IPFS is growing and maturing. We’re seeing many more users in our network and have recognised the need to level up our release process to deliver a more production-ready product, on a regular schedule. We’re doing this because we shipped an unusual number of critical regressions in the last three releases (since fixed). We don’t want that to happen again, so we’re putting safeguards in place to maximize our chances of catching a regression before it reaches production.
Here’s what happened:
- go-ipfs 0.4.19 had multiple regressions when used under heavy load:
- A regression in the docker container (introduced by #6040) that would have been caught by testing the go-ipfs docker image in more production environments.
- A CPU utilization regression in bitswap only seen under very high load. This would have been caught by testing under production loads.
- Panics in the DHT and QUIC modules that only showed up under heavy load.
- go-ipfs 0.4.20 had a regression where adding multiple independent files in the same add command didn’t work (#6254). A regression test has since been added, but this also would have been caught with better cross-application testing.
- go-ipfs 0.4.21 had two performance regressions in bitswap:
- A throughput regression that should have been caught by regression testing (now tested) but almost certainly would have been noticed by downstream users given a longer release-testing process.
- A CPU utilization regression that only shows up with >10000 peers. Something that only really shows up in certain production systems under heavy load.
We found two root causes:
- An uptick in development pace with respect to previous quarters without matching improvements to our testing practices. Several large refactors touching key but poorly tested subsystems landed this year.
- A significant increase in the network size and production demands on go-ipfs
without large-scale testing or network simulation infrastructure. In
the past all production scale testing has been done by deploying a custom
go-ipfs build to a bootstrapper or gateway and watching how it behaves.
To address these concerns, we’ve paused all non-bugfix go-ipfs releases as we improve our testing practices and build out our testing and network simulation infrastructure. This is important to ensure improved testing doesn’t become a secondary concern in the face of new features and pressing performance improvements.
However, even with our current testing practices, these regressions should have been caught by rigorous pre-release testing. A better release process (e.g. the ability to cut patch releases) would also have enabled us to quickly release fixes for these regressions, and would have enabled our users to quickly deploy these fixes without worrying about the potential impact of additional unrelated changes.
Therefore, in addition to improving our testing, we’re introducing a new release process (🙏🙌🎉) to ensure that releases have been tested in as many environments as we can, and that we can quickly release bug fixes without waiting an entire release cycle.
Release Process Changes
We’ve made three specific changes to the release process:
- To address the stability issues, we’ve introduced a new release process that involves extensively testing releases in a wide variety of production environments - including with early testers.
- To address the issue of slow releases, we’ve introduced a 6 week release cycle.
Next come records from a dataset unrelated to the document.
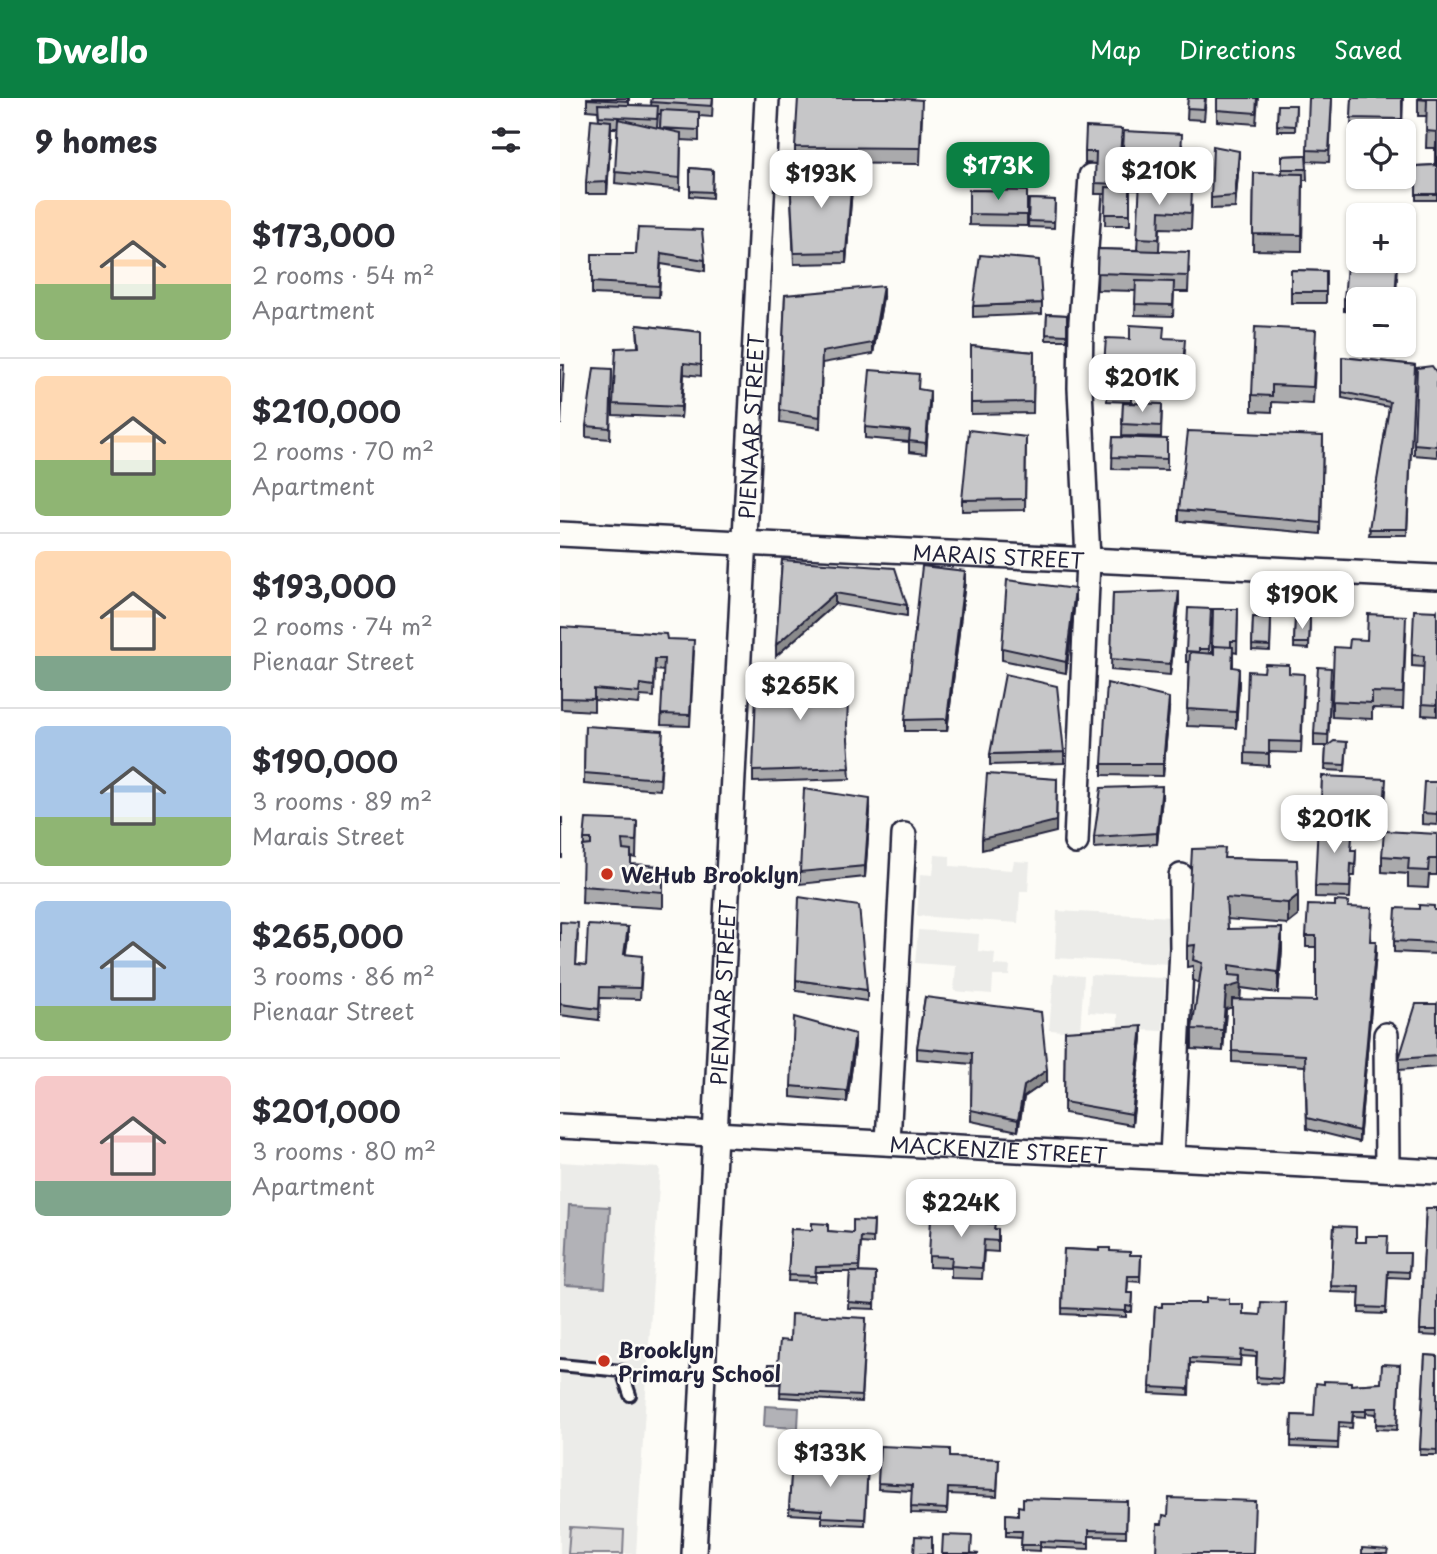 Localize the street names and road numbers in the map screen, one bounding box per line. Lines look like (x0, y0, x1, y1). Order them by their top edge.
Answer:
street label: PIENAAR STREET (730, 332, 771, 520)
street label: MARAIS STREET (912, 535, 1086, 576)
street label: PIENAAR STREET (702, 898, 743, 1086)
street label: MACKENZIE STREET (889, 1127, 1109, 1171) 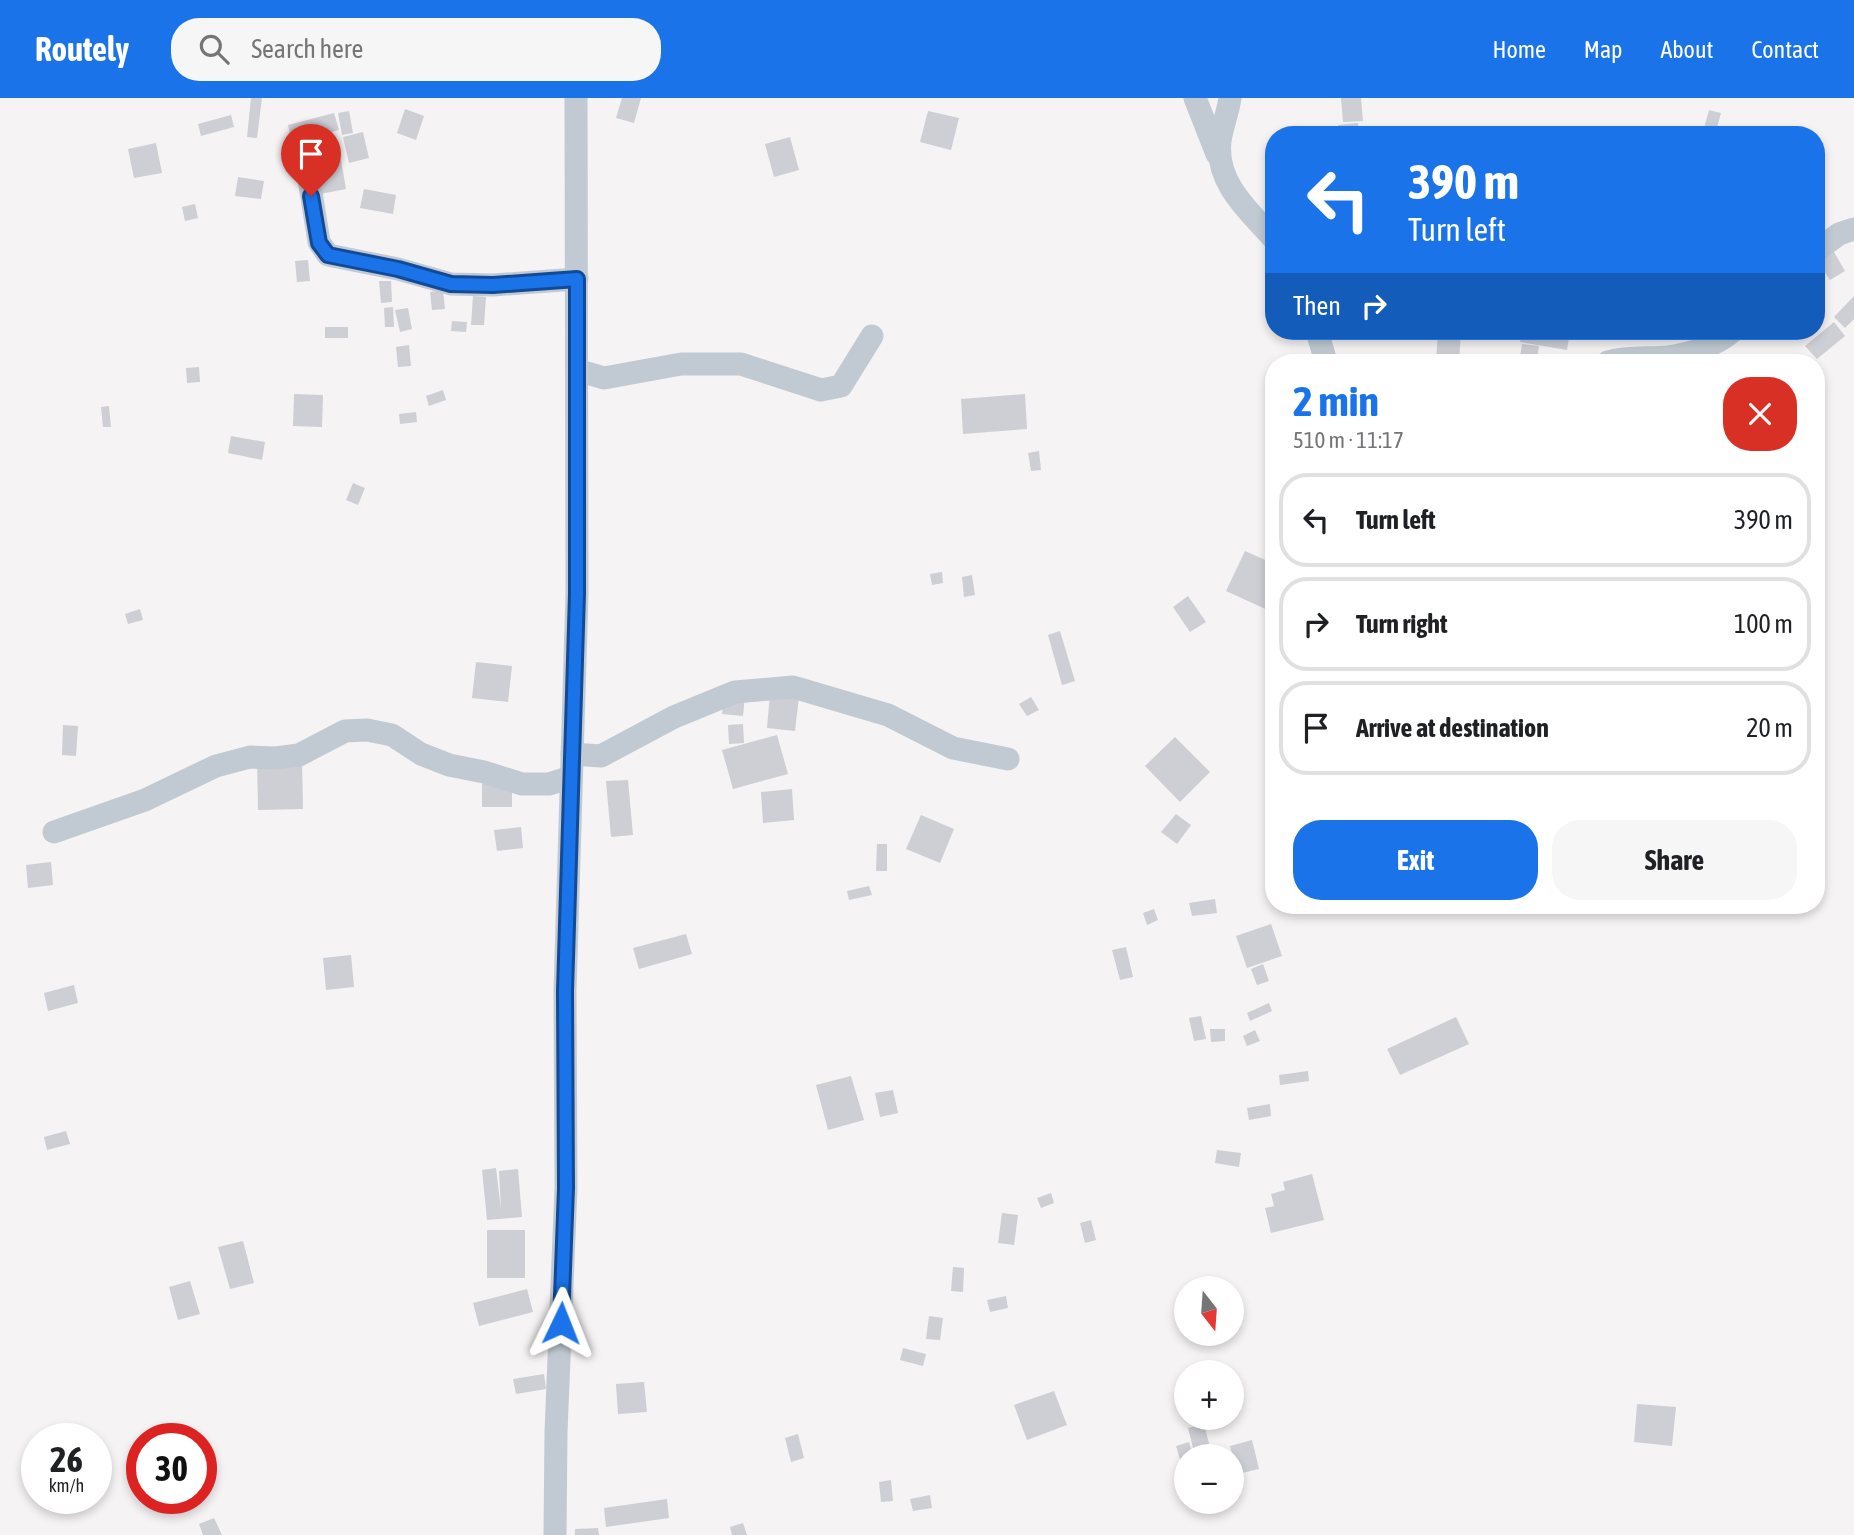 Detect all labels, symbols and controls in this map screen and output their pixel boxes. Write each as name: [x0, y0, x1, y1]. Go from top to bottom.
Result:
search box: [171, 18, 661, 81]
text: Routely: [35, 30, 129, 68]
icon: search: [195, 30, 233, 68]
text: Search here: [251, 34, 363, 64]
text: Home: [1492, 36, 1546, 63]
text: Map: [1584, 36, 1622, 63]
text: About: [1660, 36, 1713, 63]
text: Contact: [1751, 36, 1819, 63]
pin: [281, 124, 341, 196]
icon: arrive: [292, 135, 330, 173]
text: 390 m: [1408, 153, 1519, 209]
icon: left: [1293, 154, 1384, 245]
text: Turn left: [1408, 211, 1506, 248]
icon: right: [1355, 287, 1393, 325]
text: Then: [1293, 291, 1341, 321]
text: 2 min: [1293, 377, 1379, 425]
button: close: [1723, 377, 1797, 451]
text: 510 m · 11:17: [1293, 427, 1404, 453]
icon: left: [1297, 501, 1335, 539]
text: Turn left: [1356, 505, 1436, 535]
text: 390 m: [1734, 505, 1793, 535]
icon: right: [1297, 605, 1335, 643]
text: Turn right: [1356, 609, 1447, 639]
text: 100 m: [1734, 609, 1793, 639]
icon: arrive: [1297, 709, 1335, 747]
text: Arrive at destination: [1356, 713, 1549, 743]
text: 20 m: [1746, 713, 1793, 743]
button: Exit: [1293, 820, 1538, 900]
button: Share: [1552, 820, 1797, 900]
north arrow: [1174, 1276, 1244, 1346]
map controls: [1174, 1276, 1244, 1514]
position arrow: [524, 1286, 598, 1360]
button: +: [1174, 1360, 1244, 1430]
speed limit sign: 30: [126, 1423, 217, 1514]
text: 26: [50, 1439, 83, 1479]
button: −: [1174, 1444, 1244, 1514]
text: km/h: [49, 1475, 84, 1496]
- To address the issue of slow bug fixes, we’ve switched to semver and introduced patch releases. The first patch release will be 0.4.22 and the next feature release will be 0.5.0.
New Release Process
The new release process includes 5 stages:
- Automated Testing - go-ipfs CI Passes.
- Internal Testing - go-ipfs is tested against IPFS infrastructure, internal testing and simulation tools, and Shipyard applications.
- Community Dev Testing - go-ipfs is tested by the community in dev environments.
- Community Prod Testing - go-ipfs is tested by the community in production environments.
- Release - go-ipfs is released.
If we merge any non-trivial fixes during the release process, we’ll start over at stage 0 with a compressed release process for the stages that have already been completed once.
We expect stages 1-3 to take a week each, on average - suggesting a 3 week period between cutting and launching a new release.
Stage 0 - Automated Testing
While we strive to keep master green, issues do occasionally slip through (usually due to faulty tests or unnoticed issues with CI). Before we even branch off a release, we expect master to be green.
This is the stage where we branch off a release candidate.
Stage 1 - Internal Testing
The first real stage of this process is internal testing. In this stage, the IPFS team will test the release candidate against applications in the IPFS Shipyard, on some new testing and simulation infrastructure we’re in the process of building, and on a subset of the IPFS project’s production infrastructure (bootstrappers and gateways).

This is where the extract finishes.